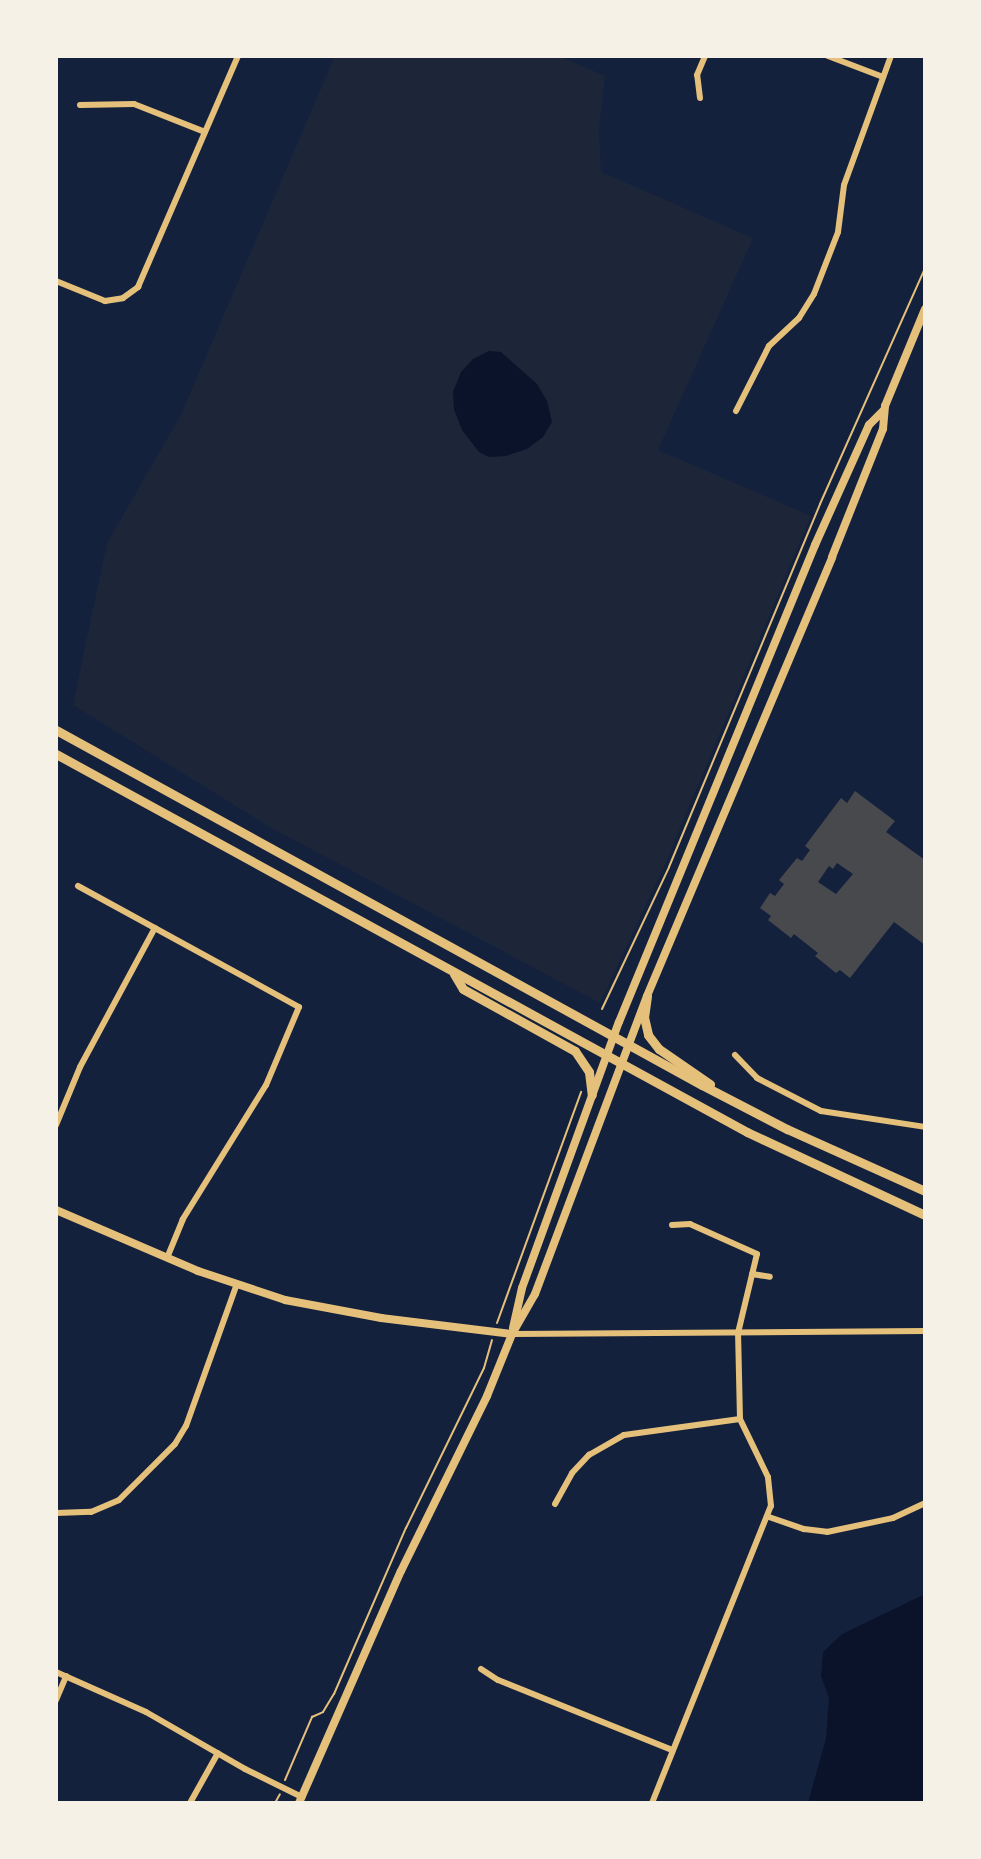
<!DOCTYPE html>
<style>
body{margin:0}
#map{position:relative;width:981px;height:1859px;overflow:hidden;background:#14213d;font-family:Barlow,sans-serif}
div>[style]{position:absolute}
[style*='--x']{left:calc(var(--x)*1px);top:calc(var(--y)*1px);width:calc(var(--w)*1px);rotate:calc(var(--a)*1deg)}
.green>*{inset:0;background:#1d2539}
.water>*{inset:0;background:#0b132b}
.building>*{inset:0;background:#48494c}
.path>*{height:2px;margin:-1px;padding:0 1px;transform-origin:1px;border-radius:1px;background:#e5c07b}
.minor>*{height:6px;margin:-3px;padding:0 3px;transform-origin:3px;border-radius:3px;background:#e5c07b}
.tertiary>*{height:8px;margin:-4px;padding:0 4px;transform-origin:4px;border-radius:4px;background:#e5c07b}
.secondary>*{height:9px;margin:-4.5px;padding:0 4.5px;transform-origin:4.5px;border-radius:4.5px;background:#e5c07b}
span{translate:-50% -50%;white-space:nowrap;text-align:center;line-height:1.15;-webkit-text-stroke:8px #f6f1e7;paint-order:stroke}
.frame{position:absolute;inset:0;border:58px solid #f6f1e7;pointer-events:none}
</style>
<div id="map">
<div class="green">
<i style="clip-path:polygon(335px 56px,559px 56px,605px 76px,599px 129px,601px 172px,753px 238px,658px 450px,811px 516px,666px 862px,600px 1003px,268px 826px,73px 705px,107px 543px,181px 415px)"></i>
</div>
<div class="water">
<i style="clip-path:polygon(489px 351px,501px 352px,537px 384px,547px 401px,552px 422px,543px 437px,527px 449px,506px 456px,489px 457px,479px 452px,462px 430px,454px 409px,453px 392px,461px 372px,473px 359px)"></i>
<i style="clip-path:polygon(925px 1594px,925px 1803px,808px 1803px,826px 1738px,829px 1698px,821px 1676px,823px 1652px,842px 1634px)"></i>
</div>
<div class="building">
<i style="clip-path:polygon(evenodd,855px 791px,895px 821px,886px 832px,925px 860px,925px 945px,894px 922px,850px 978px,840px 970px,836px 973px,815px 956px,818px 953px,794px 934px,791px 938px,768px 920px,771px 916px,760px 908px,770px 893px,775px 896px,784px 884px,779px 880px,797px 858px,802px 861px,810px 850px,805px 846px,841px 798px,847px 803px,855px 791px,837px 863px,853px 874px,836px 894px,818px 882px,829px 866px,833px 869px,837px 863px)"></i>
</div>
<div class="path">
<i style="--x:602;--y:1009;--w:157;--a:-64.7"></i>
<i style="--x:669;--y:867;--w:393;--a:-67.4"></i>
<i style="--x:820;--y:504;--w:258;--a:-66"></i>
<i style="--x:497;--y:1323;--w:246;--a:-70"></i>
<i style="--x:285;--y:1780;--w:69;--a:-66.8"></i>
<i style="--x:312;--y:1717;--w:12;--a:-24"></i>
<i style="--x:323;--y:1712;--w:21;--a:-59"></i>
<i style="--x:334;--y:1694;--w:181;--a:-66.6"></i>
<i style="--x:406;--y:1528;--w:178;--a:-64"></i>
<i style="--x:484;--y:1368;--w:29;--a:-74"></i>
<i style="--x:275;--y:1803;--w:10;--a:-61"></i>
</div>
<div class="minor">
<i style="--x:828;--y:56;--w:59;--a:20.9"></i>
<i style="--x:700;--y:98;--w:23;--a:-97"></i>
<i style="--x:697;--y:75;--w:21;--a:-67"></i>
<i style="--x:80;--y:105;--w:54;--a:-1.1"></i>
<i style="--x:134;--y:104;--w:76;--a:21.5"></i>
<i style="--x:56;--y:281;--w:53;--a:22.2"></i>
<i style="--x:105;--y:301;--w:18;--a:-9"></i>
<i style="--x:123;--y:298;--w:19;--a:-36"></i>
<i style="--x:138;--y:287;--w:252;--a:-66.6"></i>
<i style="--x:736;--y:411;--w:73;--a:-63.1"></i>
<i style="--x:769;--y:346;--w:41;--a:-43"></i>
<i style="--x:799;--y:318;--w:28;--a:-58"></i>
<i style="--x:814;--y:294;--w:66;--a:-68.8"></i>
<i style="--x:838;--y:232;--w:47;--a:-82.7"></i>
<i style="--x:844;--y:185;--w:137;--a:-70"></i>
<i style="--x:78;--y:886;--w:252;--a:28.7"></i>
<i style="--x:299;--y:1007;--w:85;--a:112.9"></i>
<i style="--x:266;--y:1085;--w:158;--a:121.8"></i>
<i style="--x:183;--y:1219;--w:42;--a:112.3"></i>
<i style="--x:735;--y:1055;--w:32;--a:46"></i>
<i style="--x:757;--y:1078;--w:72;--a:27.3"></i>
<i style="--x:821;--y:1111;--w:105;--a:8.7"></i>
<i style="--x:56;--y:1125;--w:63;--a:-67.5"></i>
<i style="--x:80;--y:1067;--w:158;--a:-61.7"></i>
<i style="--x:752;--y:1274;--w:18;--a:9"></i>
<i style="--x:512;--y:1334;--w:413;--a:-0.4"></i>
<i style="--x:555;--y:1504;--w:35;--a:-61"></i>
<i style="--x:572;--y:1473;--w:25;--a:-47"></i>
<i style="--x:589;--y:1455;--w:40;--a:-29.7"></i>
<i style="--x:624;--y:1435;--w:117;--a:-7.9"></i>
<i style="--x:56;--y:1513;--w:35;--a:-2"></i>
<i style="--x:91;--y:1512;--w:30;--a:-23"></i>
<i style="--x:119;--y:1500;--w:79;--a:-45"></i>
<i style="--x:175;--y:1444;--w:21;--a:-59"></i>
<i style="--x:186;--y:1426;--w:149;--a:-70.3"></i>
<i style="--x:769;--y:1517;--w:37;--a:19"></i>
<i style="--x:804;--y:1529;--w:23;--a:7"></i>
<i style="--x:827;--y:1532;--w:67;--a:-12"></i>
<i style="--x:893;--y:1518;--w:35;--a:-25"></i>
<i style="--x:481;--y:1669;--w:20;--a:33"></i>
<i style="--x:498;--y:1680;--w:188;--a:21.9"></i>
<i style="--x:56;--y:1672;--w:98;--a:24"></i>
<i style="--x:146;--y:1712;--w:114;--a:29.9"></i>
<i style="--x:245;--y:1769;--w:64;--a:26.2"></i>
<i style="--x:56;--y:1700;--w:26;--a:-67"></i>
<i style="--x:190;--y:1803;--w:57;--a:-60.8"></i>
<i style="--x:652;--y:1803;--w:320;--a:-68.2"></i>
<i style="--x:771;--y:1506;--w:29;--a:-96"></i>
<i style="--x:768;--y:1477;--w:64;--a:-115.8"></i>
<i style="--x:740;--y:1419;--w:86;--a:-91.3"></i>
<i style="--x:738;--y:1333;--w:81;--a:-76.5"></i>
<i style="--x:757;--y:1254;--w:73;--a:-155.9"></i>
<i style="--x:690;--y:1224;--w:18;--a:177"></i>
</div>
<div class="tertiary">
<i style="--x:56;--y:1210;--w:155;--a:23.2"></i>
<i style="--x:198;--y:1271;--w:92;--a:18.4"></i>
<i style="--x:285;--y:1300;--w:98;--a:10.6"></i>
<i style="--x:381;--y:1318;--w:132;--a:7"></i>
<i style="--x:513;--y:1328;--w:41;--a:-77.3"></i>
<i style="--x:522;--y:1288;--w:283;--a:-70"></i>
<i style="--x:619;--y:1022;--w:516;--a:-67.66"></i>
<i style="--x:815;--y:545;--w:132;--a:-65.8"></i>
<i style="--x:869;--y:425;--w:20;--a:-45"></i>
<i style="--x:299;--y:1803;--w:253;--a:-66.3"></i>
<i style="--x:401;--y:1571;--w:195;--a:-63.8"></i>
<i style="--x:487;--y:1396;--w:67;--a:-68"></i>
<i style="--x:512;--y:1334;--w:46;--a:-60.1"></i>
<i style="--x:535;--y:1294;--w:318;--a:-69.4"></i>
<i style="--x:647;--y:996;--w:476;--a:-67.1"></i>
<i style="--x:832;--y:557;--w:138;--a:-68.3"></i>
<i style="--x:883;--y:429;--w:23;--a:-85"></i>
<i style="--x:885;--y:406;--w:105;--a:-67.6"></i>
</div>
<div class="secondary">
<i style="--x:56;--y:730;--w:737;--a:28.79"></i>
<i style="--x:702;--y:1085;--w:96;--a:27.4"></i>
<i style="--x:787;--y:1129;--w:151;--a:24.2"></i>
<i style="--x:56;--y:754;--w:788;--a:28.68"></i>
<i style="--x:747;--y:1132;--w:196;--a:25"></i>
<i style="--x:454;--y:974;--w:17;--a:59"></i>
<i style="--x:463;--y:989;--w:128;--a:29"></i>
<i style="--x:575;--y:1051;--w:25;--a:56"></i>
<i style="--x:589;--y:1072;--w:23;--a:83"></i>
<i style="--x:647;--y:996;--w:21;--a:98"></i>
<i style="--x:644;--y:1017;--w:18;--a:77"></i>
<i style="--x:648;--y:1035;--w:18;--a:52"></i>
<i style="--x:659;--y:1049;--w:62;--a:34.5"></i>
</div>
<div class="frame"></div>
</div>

■ ■ ■ ■

## Exercise goal
Take from the listing every line in which the word "width" appears.

## Problem solution
#map{position:relative;width:981px;height:1859px;overflow:hidden;background:#14213d;font-family:Barlow,sans-serif}
[style*='--x']{left:calc(var(--x)*1px);top:calc(var(--y)*1px);width:calc(var(--w)*1px);rotate:calc(var(--a)*1deg)}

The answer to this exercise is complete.